See our November 2022 SF Election Guide for a nonpartisan analysis of measures and contests on the ballot in San Francisco for the election occurring Nov. 8, 2022. Voters will consider the following proposition in that election.
Proposition B would undo a charter amendment approved by voters in November 2020 to take responsibilities away from the Department of Public Works and form a Sanitation and Streets Department. It was meant to address such efforts as cleaning grimy streets, clearing overflowing garbage receptacles and power washing graffiti on public property. And in the wake of numerous corruption charges within Public Works, it also established oversight commissions for both departments, annual controller’s performance audits, and cost and waste evaluations. This measure requires more than 50% affirmative votes to pass.
As we reported in our November 2020 election guide, the restructuring came partly in response to an FBI probe that uncovered corruption at City Hall in January 2020. The FBI investigation led to the arrest of then-Department of Public Works Director Mohammed Nuru and ensnared five other city department heads as well as contractors and a restaurant owner. In August this year, Nuru was sentenced to seven years in federal prison and three years of supervised release.
Nevertheless, in May 2022, Supervisor Aaron Peskin, Proposition B’s sponsor, expressed “buyers’ remorse” over the new agency when board hearings revealed the high costs.
Potential savings came into doubt and additional administrative costs were expected to total at least $6 million annually.

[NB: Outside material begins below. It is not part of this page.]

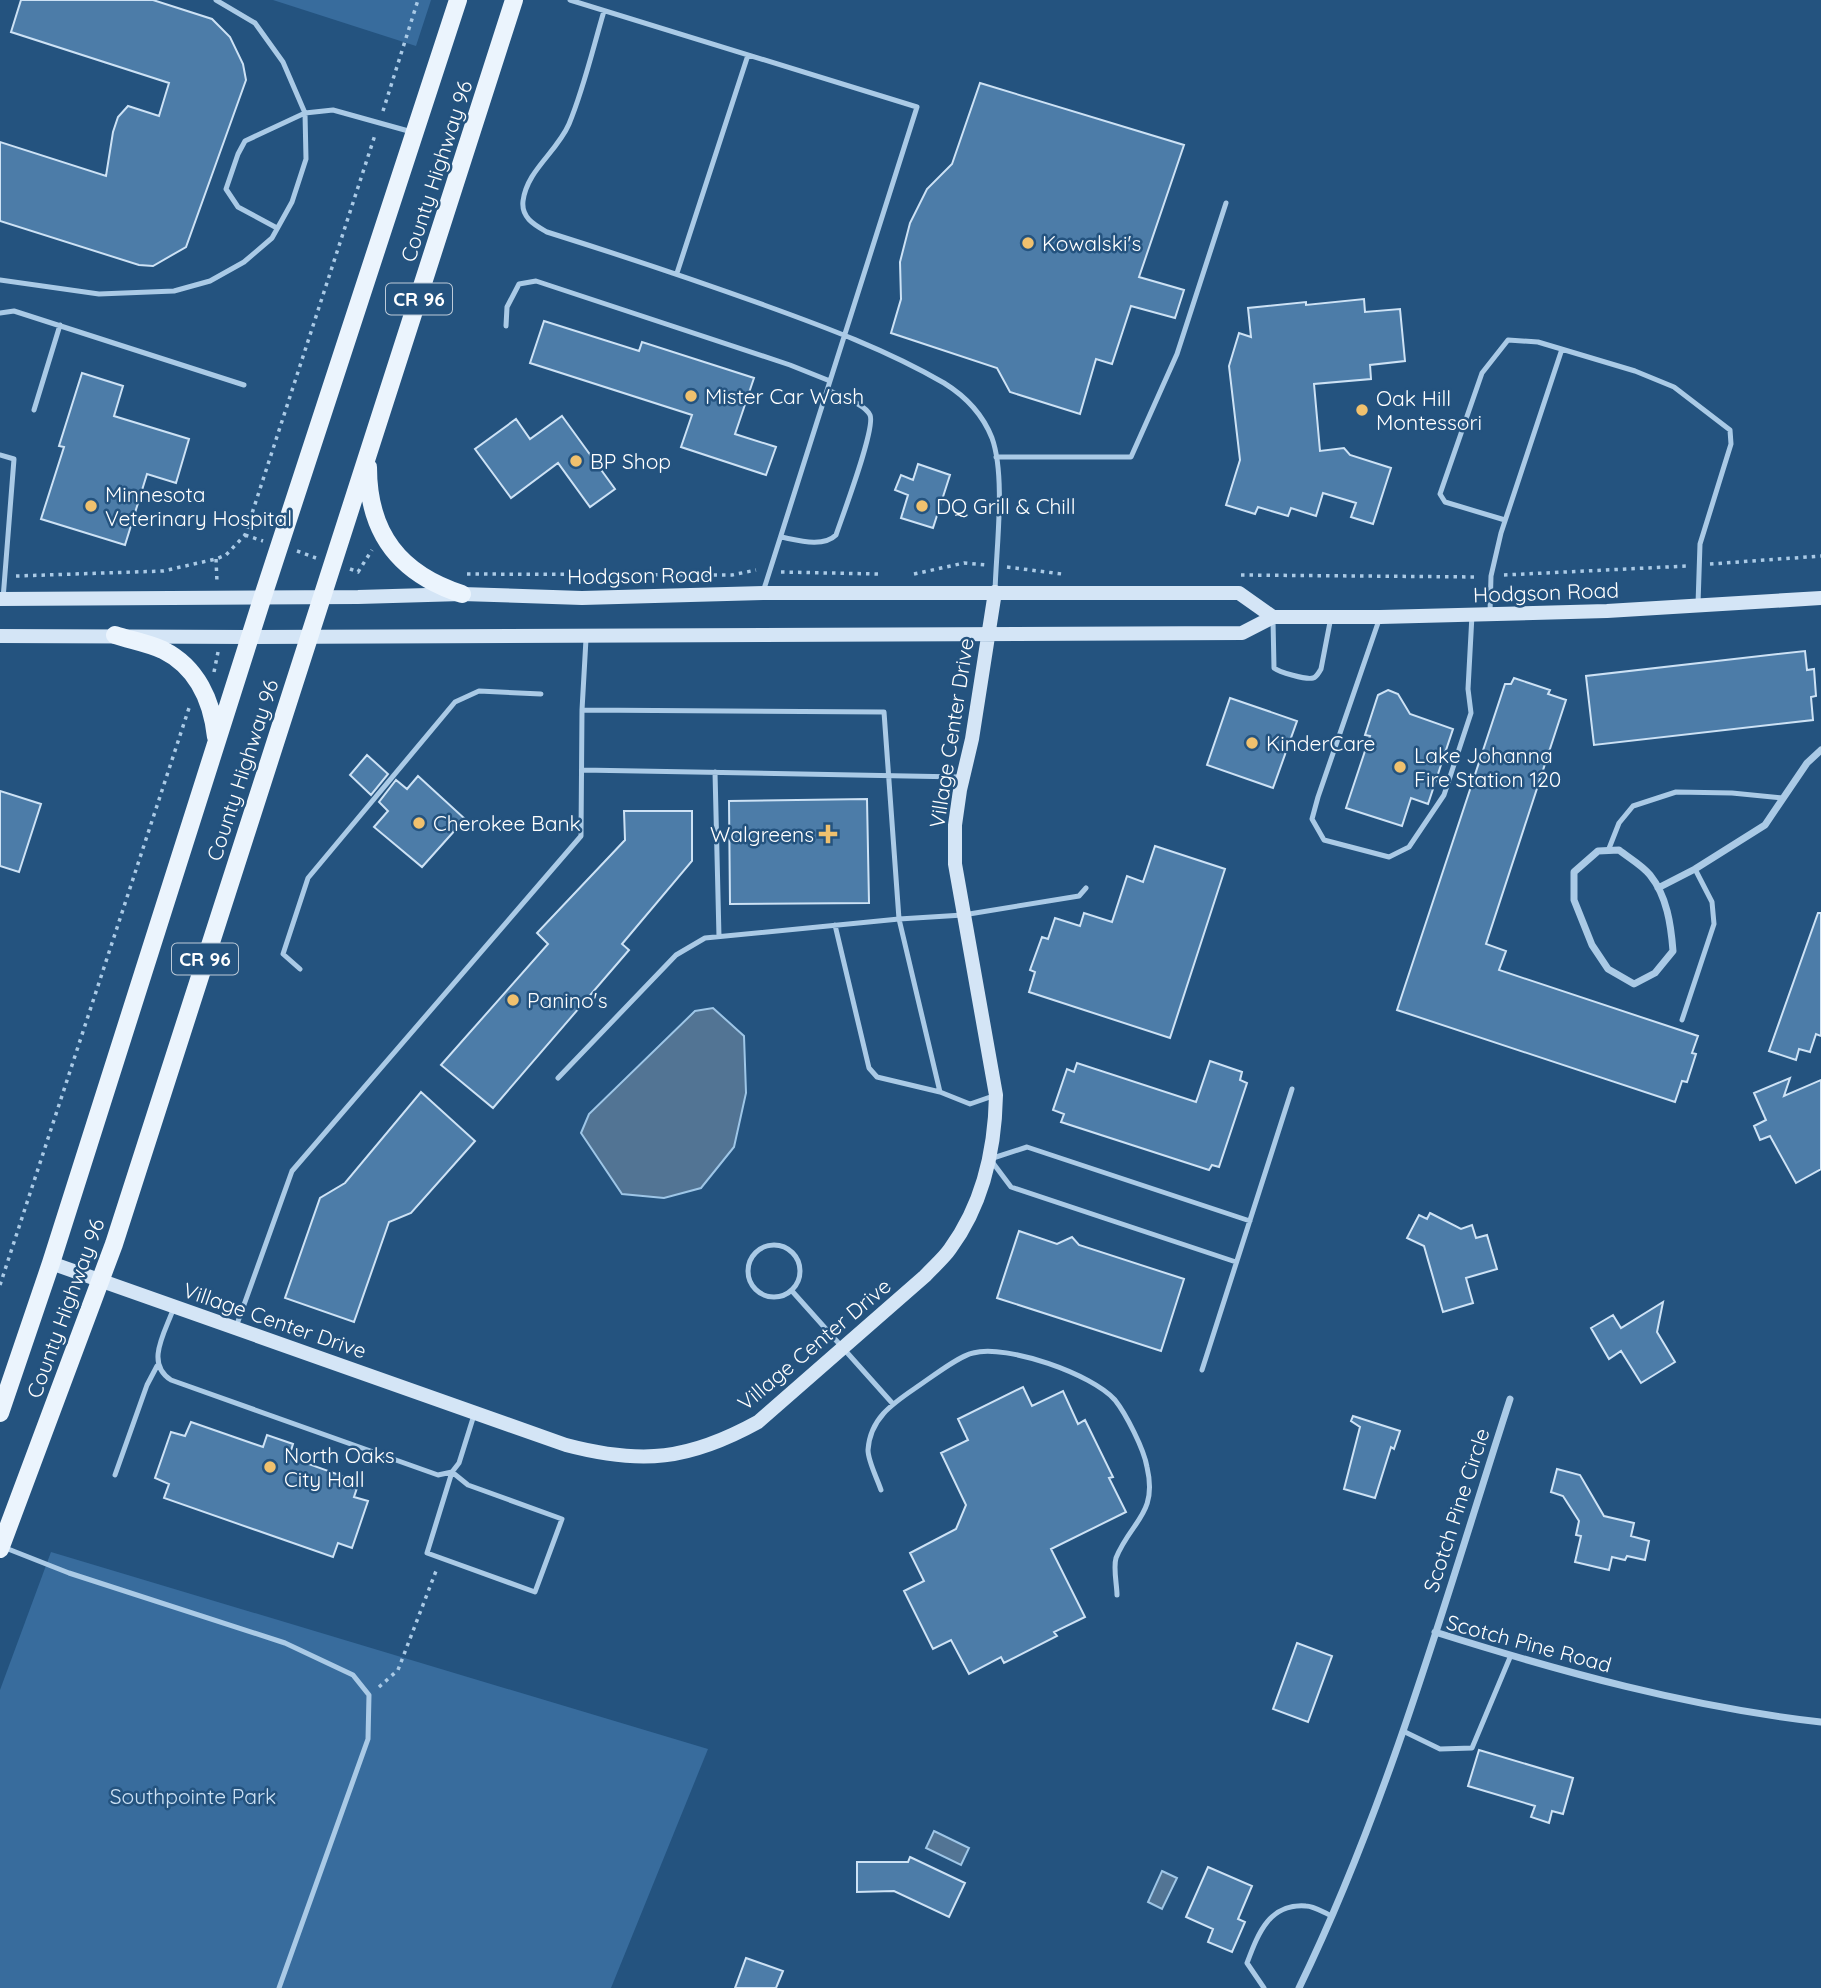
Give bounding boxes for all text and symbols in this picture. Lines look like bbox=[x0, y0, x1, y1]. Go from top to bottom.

In a letter submitted to the Department of Elections, the controller’s office stated that eliminating the new Sanitation and Streets Department would provide estimated savings of about $6 million over the next two fiscal years, and that recombining departments would require 23 fewer administrative staff positions.
“Do we want paper pushers of broom pushers?” Peskin wrote in his filing with the Department of Elections. “Do we want our heard-earned dollars going to people working at desks or people working to clean up San Francisco?”

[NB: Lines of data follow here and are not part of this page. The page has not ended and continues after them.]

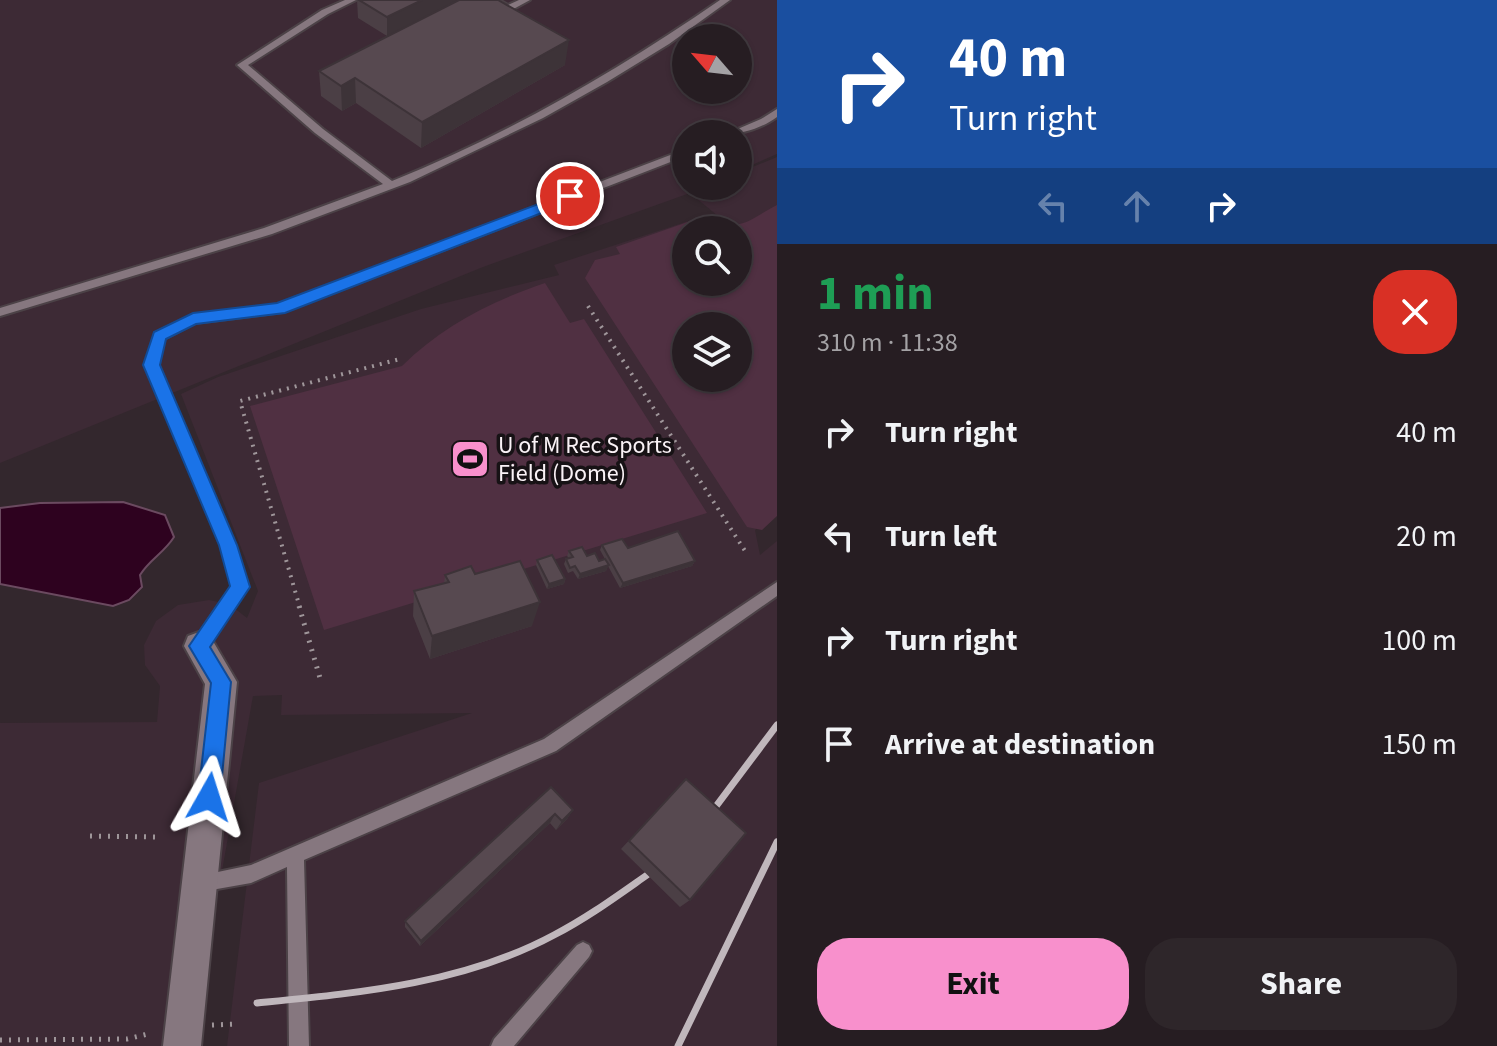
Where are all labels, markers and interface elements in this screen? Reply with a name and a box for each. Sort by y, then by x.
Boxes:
text: 40 m [949,19,1067,98]
north arrow [672,24,752,104]
map controls [672,24,752,392]
icon: right [817,32,921,136]
text: Turn right [949,93,1097,144]
button: sound [672,120,752,200]
pin [536,162,604,230]
icon: arrive [548,174,592,218]
icon: left [1031,184,1075,228]
icon: ahead [1115,184,1159,228]
icon: right [1199,184,1243,228]
button: search [672,216,752,296]
text: 1 min [817,260,934,328]
button: close [1373,270,1457,354]
button: layers [672,312,752,392]
text: 310 m · 11:38 [817,324,958,361]
icon: right [817,410,861,454]
text: Turn right [885,411,1017,454]
text: 40 m [1396,411,1457,454]
place label: U of M Rec Sports Field (Dome) [498,428,672,491]
sports icon: U of M Rec Sports Field (Dome) [449,438,491,480]
icon: left [817,514,861,558]
text: Turn left [885,515,997,558]
text: 20 m [1396,515,1457,558]
icon: right [817,618,861,662]
text: Turn right [885,619,1017,662]
text: 100 m [1381,619,1457,662]
icon: arrive [817,722,861,766]
text: Arrive at destination [885,723,1155,766]
text: 150 m [1381,723,1457,766]
position arrow [167,755,251,839]
button: Exit [817,938,1129,1030]
button: Share [1145,938,1457,1030]

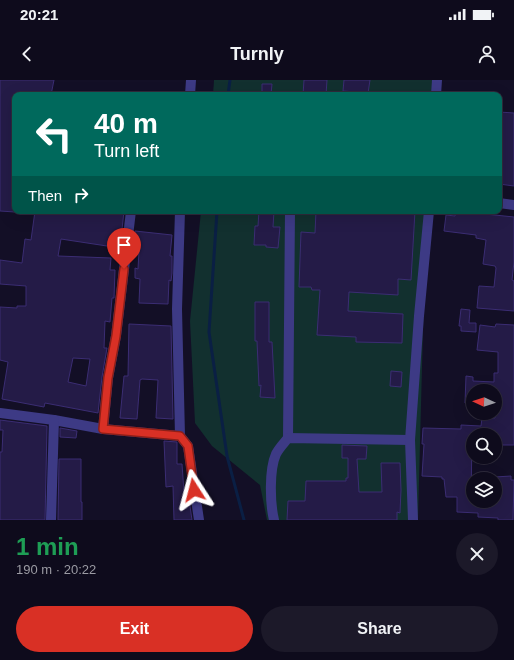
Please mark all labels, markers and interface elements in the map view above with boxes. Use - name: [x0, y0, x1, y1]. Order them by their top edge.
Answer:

Public Works wouldn’t need additional accounting, contracts and information technology staff and Sanitation and Streets wouldn’t need a department head or administrative staff. It would also eliminate the need for redundant equipment and contract services.
The measure would also limit the authority of oversight commissions and eliminate the controller’s annual audit over waste and inefficiency.

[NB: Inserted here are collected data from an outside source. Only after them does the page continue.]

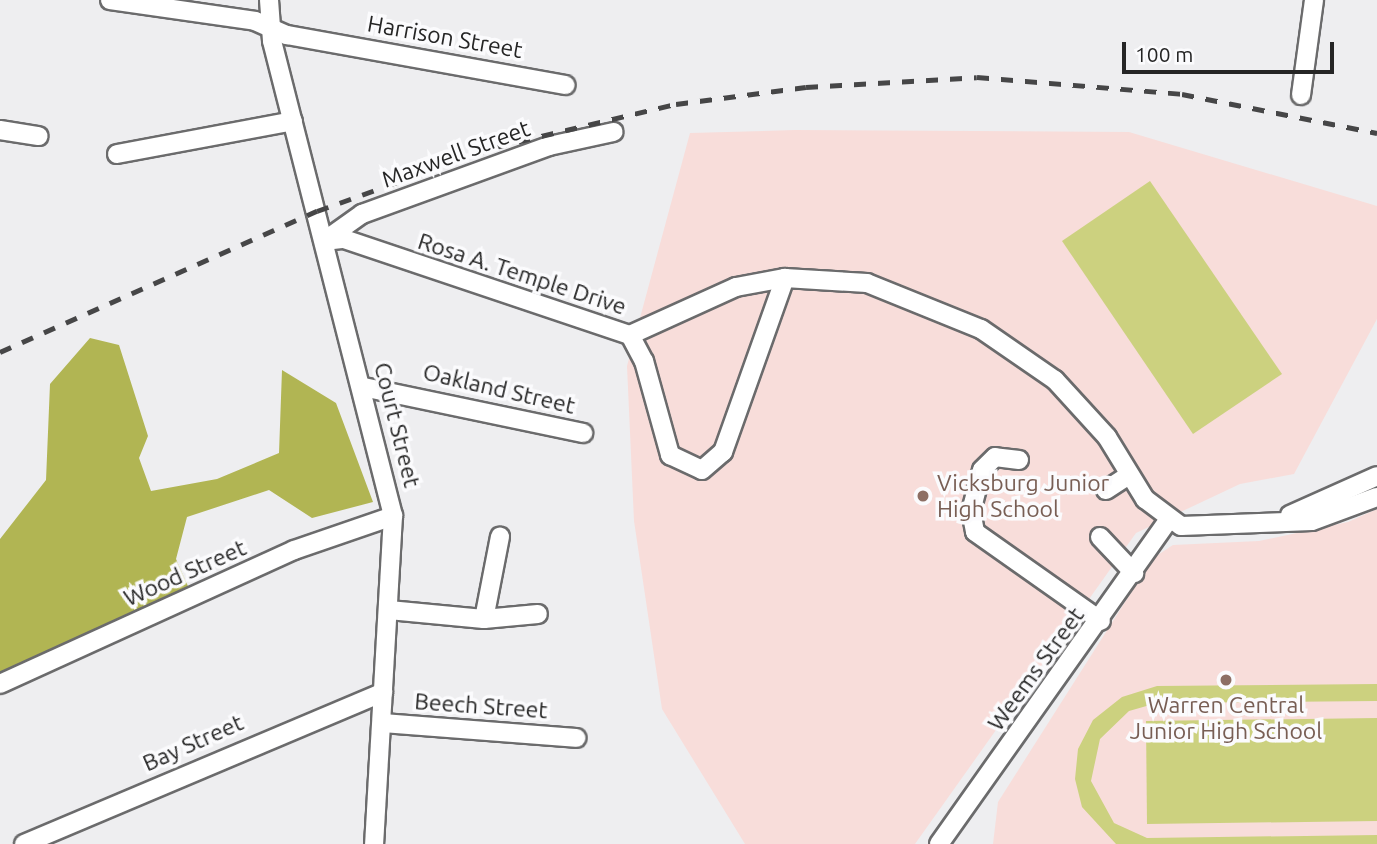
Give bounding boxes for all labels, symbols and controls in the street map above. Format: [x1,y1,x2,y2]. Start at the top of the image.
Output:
street label: Harrison Street [365,10,525,64]
scale bar [1125,28,1337,72]
text: 100 m [1135,42,1193,66]
street label: Maxwell Street [378,114,534,194]
street label: Rosa A. Temple Drive [414,227,630,321]
street label: Oakland Street [420,358,578,420]
street label: Court Street [368,360,426,490]
place label: Vicksburg Junior High School [937,469,1109,523]
marker: Vicksburg Junior High School [915,488,931,504]
street label: Wood Street [120,534,250,612]
street label: Weems Street [982,602,1090,736]
marker: Warren Central Junior High School [1218,672,1234,688]
street label: Beech Street [414,688,548,724]
place label: Warren Central Junior High School [1130,691,1322,745]
street label: Bay Street [139,709,247,777]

Opponents of Proposition B say the measure would open up the department to corruption again. Matt Haney proposed the charter amendment to create the Sanitation and Streets Department when he was a board supervisor. Now a state assembly member, he opposes its reversal.
Haney argues that the cost is a “miniscule fraction” of the city’s $14 billion budget. He accused the proponents of wanting to “take back to the power to decide which streets get cleaned and which are left covered in trash.”